I want to find the sorted nearest neighbors of a 128 dimensional feature in the shape of (128,1).
The distance in calculated via a Matrix Multiplication between dataset (1000,128) and feature (128,1) which would give an array of similarities in the shape of (1000,1) :
This is done via:
# features.shape=(1000,128) ; feature.shape=(128,1) ; similarities.shape=(1000,1)
similarities = features.dot(feature)
After calculating the distance (similarities), I'm finding the nearest neighbors using the code below:
# The n Nearest Neighbors Indexes (But Not Sorted)
nearest_neighbours_indexes_unsorted = np.argpartition(similarities, kth=-n)[-n:]
# The n Nearest Neighbors (But Not Sorted)
nearest_neighbours_similarities_unsorted = similarities[nearest_neighbours_indexes_unsorted]
# The Indexes of n Nearest Neighbors Sorted
nearest_neighbours_indexes_sorted = np.flip(nearest_neighbours_indexes_unsorted[np.argsort(nearest_neighbours_similarities_unsorted)], axis=0)
This code works very fast for millions of data (I'm interested if someone has a tip to make it faster) But I want to be able to find the nearest neighbors of more than one feature in one go:
One way is to calculate the above code for each feature in a loop (which is slow) and the other way is to change the code to accommodate for multidimensional indexing and here's where I'm stuck: I don't know how to write the above code for features in the shape of (128,n) and not (128,1).
Here's a helper function to select top n-largest
indices along a generic axis from a generic ndarray making use of np.argpartition
and np.take_along_axis
-
def take_largest_indices_along_axis(ar, n, axis):
s = ar.ndim*[slice(None,None,None)]
s[axis] = slice(-n,None,None)
idx = np.argpartition(ar, kth=-n, axis=axis)[tuple(s)]
sidx = np.take_along_axis(ar,idx, axis=axis).argsort(axis=axis)
return np.flip(np.take_along_axis(idx, sidx, axis=axis),axis=axis)
Extending this to get n-smallest indices -
def take_smallest_indices_along_axis(ar, n, axis):
s = ar.ndim*[slice(None,None,None)]
s[axis] = slice(None,n,None)
idx = np.argpartition(ar, kth=n, axis=axis)[tuple(s)]
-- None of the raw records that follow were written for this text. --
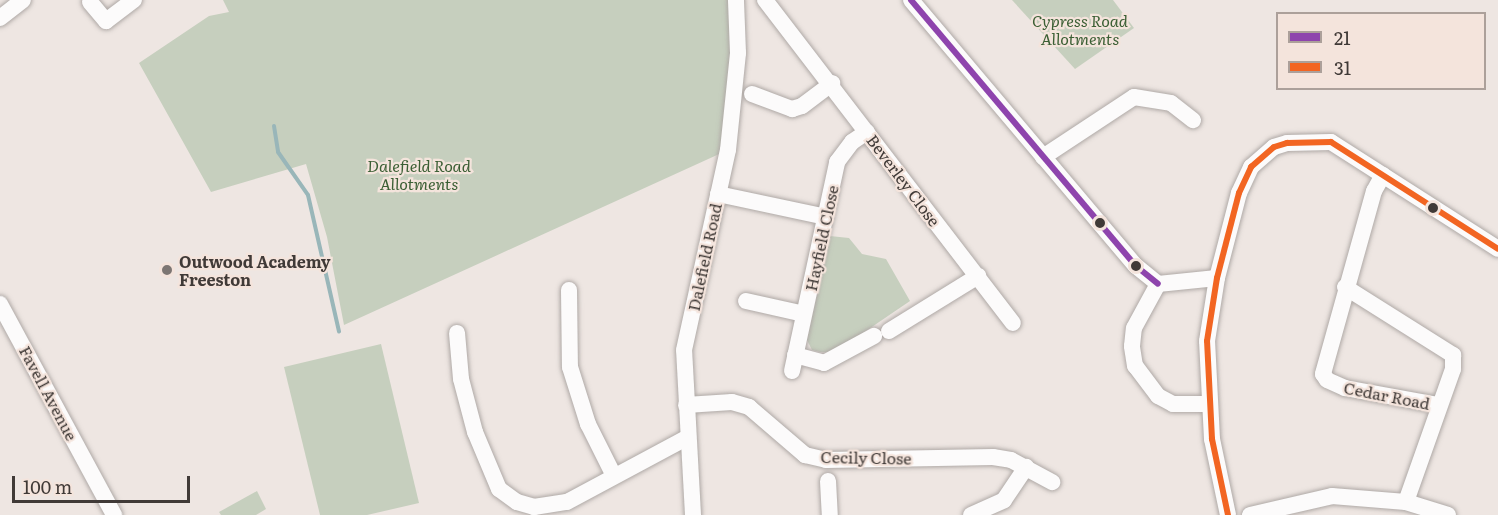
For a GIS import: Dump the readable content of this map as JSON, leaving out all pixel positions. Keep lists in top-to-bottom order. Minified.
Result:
{"streets":{"street":["Beverley Close","Hayfield Close","Dalefield Road","Favell Avenue","Cedar Road","Cecily Close"]},"crossings":[["Beverley Close","Hayfield Close"],["Dalefield Road","Cecily Close"]],"parks":["Cypress Road Allotments","Dalefield Road Allotments"],"places":["Outwood Academy Freeston"],"lines":["transit line 21","transit line 31"],"legend":["21","31"],"scale_bar":"100 m"}
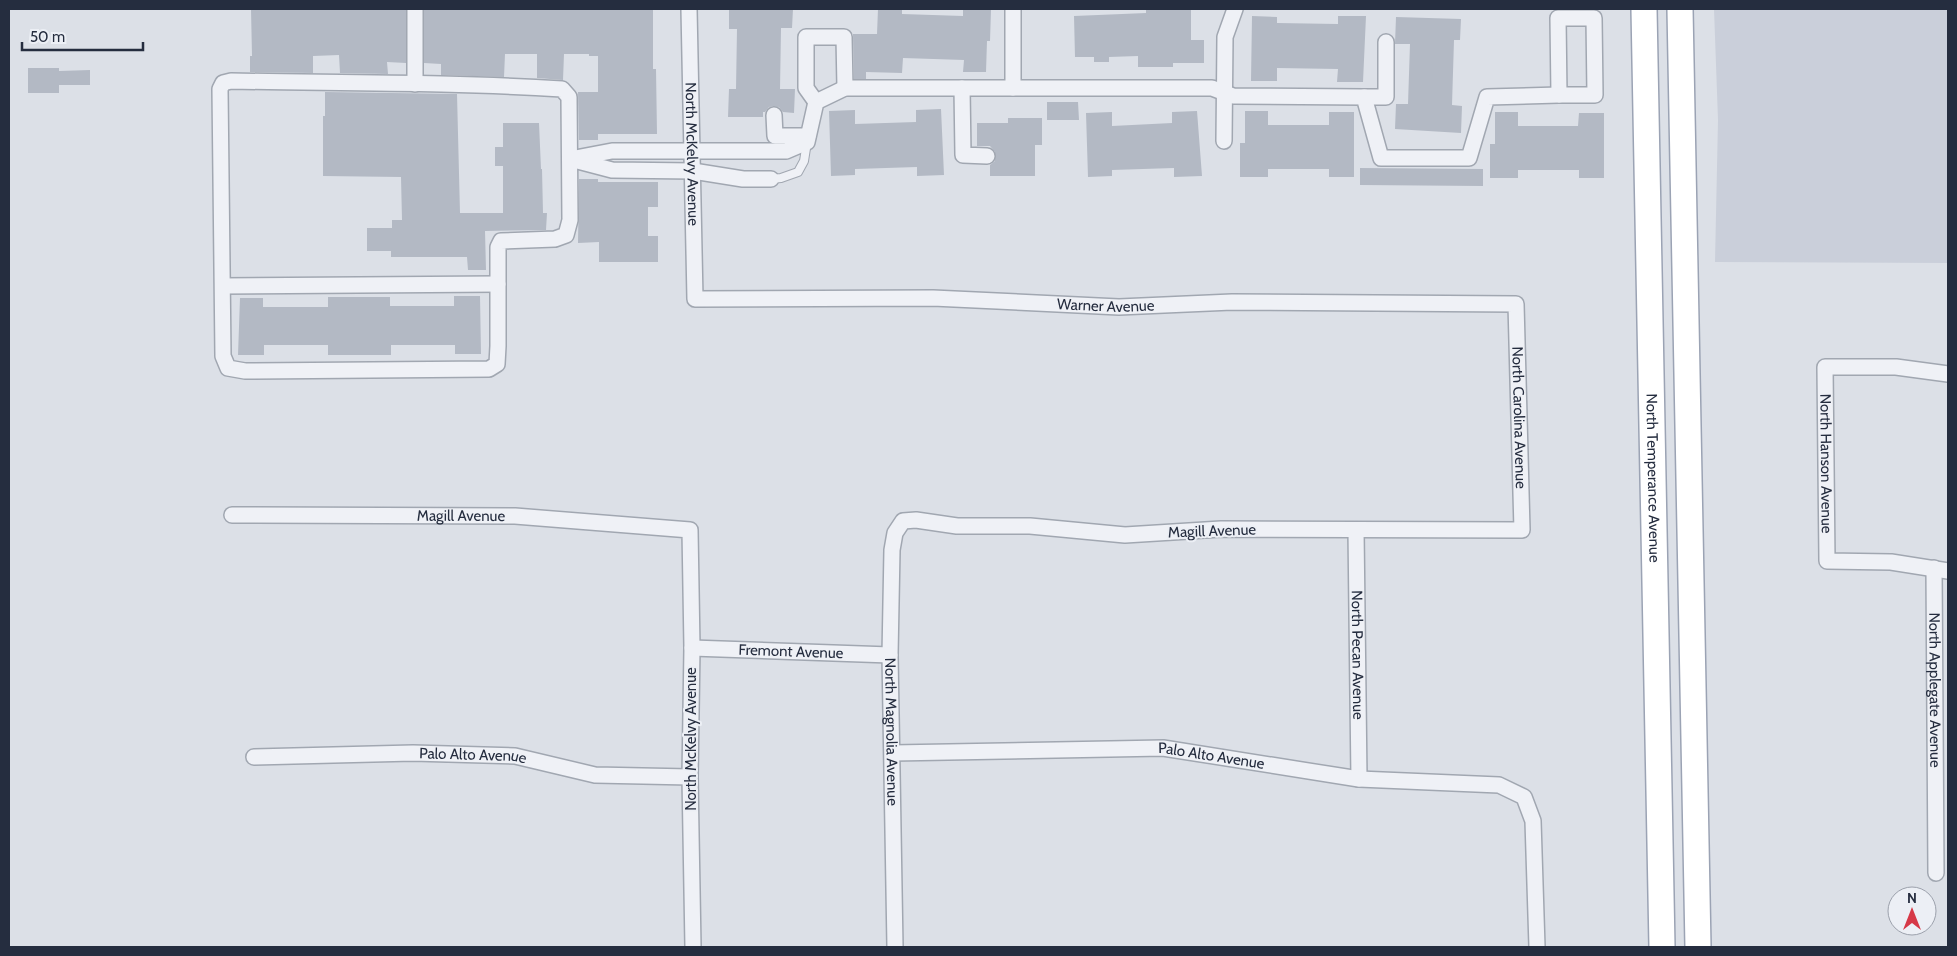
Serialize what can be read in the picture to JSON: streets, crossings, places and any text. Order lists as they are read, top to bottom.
{
  "streets": {
    "main road": ["North Temperance Avenue"],
    "street": [
      "North McKelvy Avenue",
      "Warner Avenue",
      "North Carolina Avenue",
      "North Hanson Avenue",
      "Magill Avenue",
      "Fremont Avenue",
      "North Pecan Avenue",
      "North Applegate Avenue",
      "North Magnolia Avenue",
      "Palo Alto Avenue"
    ]
  },
  "crossings": [
    ["North McKelvy Avenue", "Warner Avenue"],
    ["North McKelvy Avenue", "Magill Avenue"],
    ["North McKelvy Avenue", "Fremont Avenue"],
    ["North McKelvy Avenue", "Palo Alto Avenue"],
    ["Warner Avenue", "North Carolina Avenue"],
    ["North Carolina Avenue", "Magill Avenue"],
    ["North Hanson Avenue", "North Applegate Avenue"],
    ["Magill Avenue", "North Pecan Avenue"],
    ["Magill Avenue", "North Magnolia Avenue"],
    ["Fremont Avenue", "North Magnolia Avenue"],
    ["North Pecan Avenue", "Palo Alto Avenue"],
    ["North Magnolia Avenue", "Palo Alto Avenue"]
  ],
  "scale_bar": "50 m",
  "north": "top"
}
sidx = np.take_along_axis(ar,idx, axis=axis).argsort(axis=axis)
return np.take_along_axis(idx, sidx, axis=axis)
And extending these to select the largest or smallest n
elements themselves, it would be with a simple usage of np.take_along_axis
as listed next -
def take_largest_along_axis(ar, n, axis):
idx = take_largest_indices_along_axis(ar, n, axis)
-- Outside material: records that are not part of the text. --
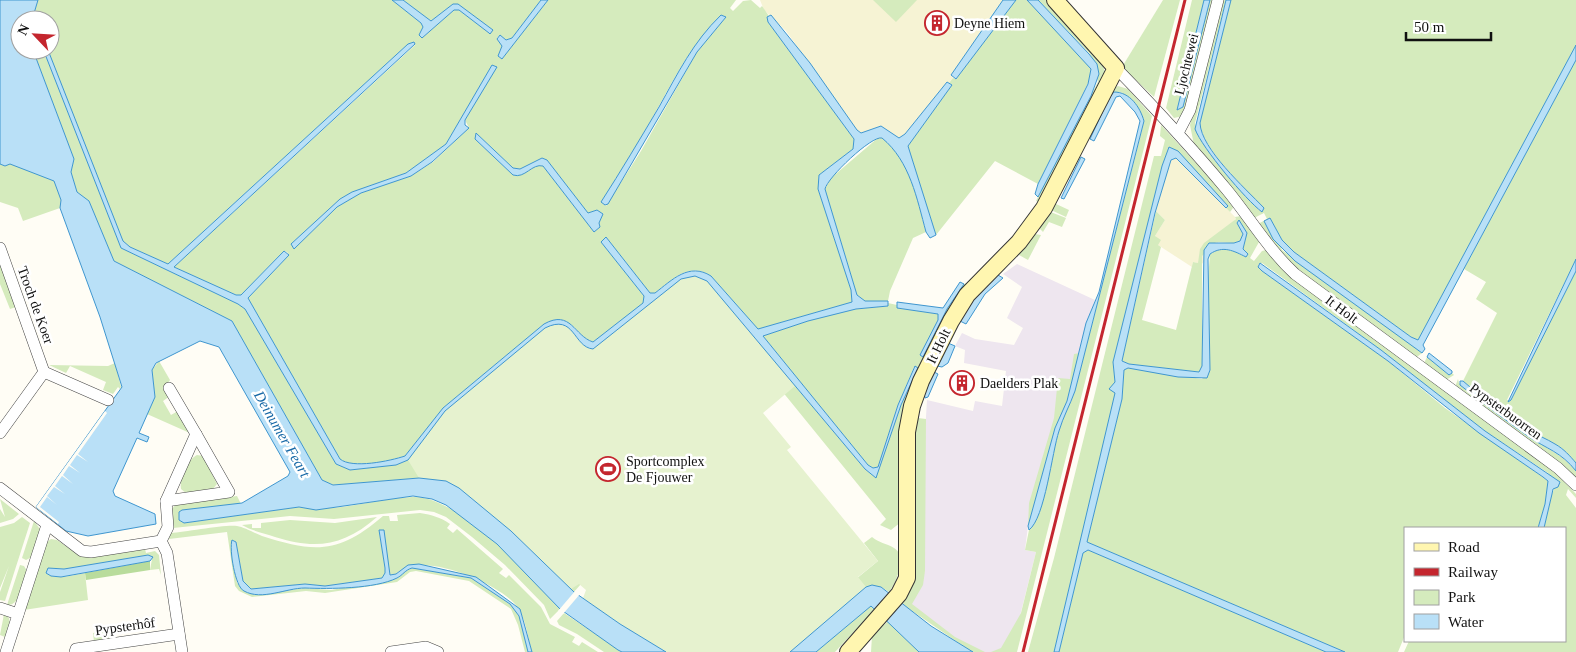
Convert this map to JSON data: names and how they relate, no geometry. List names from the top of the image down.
{
  "streets": {
    "street": [
      "Ljochtewei",
      "Troch de Koer",
      "It Holt",
      "Pypsterbuorren",
      "Pypsterhôf"
    ]
  },
  "crossings": [
    ["Ljochtewei", "It Holt"],
    ["It Holt", "Pypsterbuorren"]
  ],
  "water": ["Deinumer Feart"],
  "places": {
    "building": ["Deyne Hiem", "Daelders Plak"],
    "sports": ["Sportcomplex De Fjouwer"]
  },
  "legend": [
    "Road",
    "Railway",
    "Park",
    "Water"
  ],
  "scale_bar": "50 m",
  "north": "top left"
}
return np.take_along_axis(ar, idx, axis=axis)
def take_smallest_along_axis(ar, n, axis):
idx = take_smallest_indices_along_axis(ar, n, axis)
return np.take_along_axis(ar, idx, axis=axis)
Sample runs
# Sample setup
In [200]: np.random.seed(0)
...: ar = np.random.randint(0,99,(5,5))
In [201]: ar
Out[201]:
array([[44, 47, 64, 67, 67],
[ 9, 83, 21, 36, 87],
[70, 88, 88, 12, 58],
[65, 39, 87, 46, 88],
[81, 37, 25, 77, 72]])
Take largest n
indices, elements along axis -
In [202]: take_largest_indices_along_axis(ar, n=2, axis=0)
Out[202]:
array([[4, 2, 2, 4, 3],
[2, 1, 3, 0, 1]])
In [203]: take_largest_indices_along_axis(ar, n=2, axis=1)
Out[203]:
array([[4, 3],
[4, 1],
[2, 1],
[4, 2],
[0, 3]])
In [251]: take_largest_along_axis(ar, n=2, axis=0)
Out[251]:
array([[81, 88, 88, 77, 88],
[70, 83, 87, 67, 87]])
In [252]: take_largest_along_axis(ar, n=2, axis=1)
Out[252]:
array([[67, 67],
[87, 83],
[88, 88],
[88, 87],
[81, 77]])
Take smallest n
indices, elements along axis -
In [232]: take_smallest_indices_along_axis(ar, n=2, axis=0)
Out[232]:
array([[1, 4, 1, 2, 2],
[0, 3, 4, 1, 0]])
In [233]: take_smallest_indices_along_axis(ar, n=2, axis=1)
Out[233]:
array([[0, 1],
[0, 2],
[3, 4],
[1, 3],
[2, 1]])
In [253]: take_smallest_along_axis(ar, n=2, axis=0)
Out[253]:
array([[ 9, 37, 21, 12, 58],
[44, 39, 25, 36, 67]])
In [254]: take_smallest_along_axis(ar, n=2, axis=1)
Out[254]:
array([[44, 47],
[ 9, 21],
[12, 58],
[39, 46],
[25, 37]])
For our case, let's assume the input is similarities
and is of shape (1000,128)
representing 1000 data points and 128 features and that we want to look for largest say n=10
features for each of those data points, then it would be -
take_largest_indices_along_axis(similarities, n=10, axis=1) # indices
take_largest_along_axis(similarities, n=10, axis=1) # elements
The final indices/values array would be of shape (1000, n)
.
Sample run with the given dataset shape -
In [257]: np.random.seed(0)
...: similarities = np.random.randint(0,99,(1000,128))
In [263]: take_largest_indices_along_axis(similarities, n=10, axis=1).shape
Out[263]: (1000, 10)
In [264]: take_largest_along_axis(similarities, n=10, axis=1).shape
Out[264]: (1000, 10)
If instead you were looking to get n
largest data-points for each of those features, that is the final indices/values array would be of shape (n, 128)
, then use axis=0
.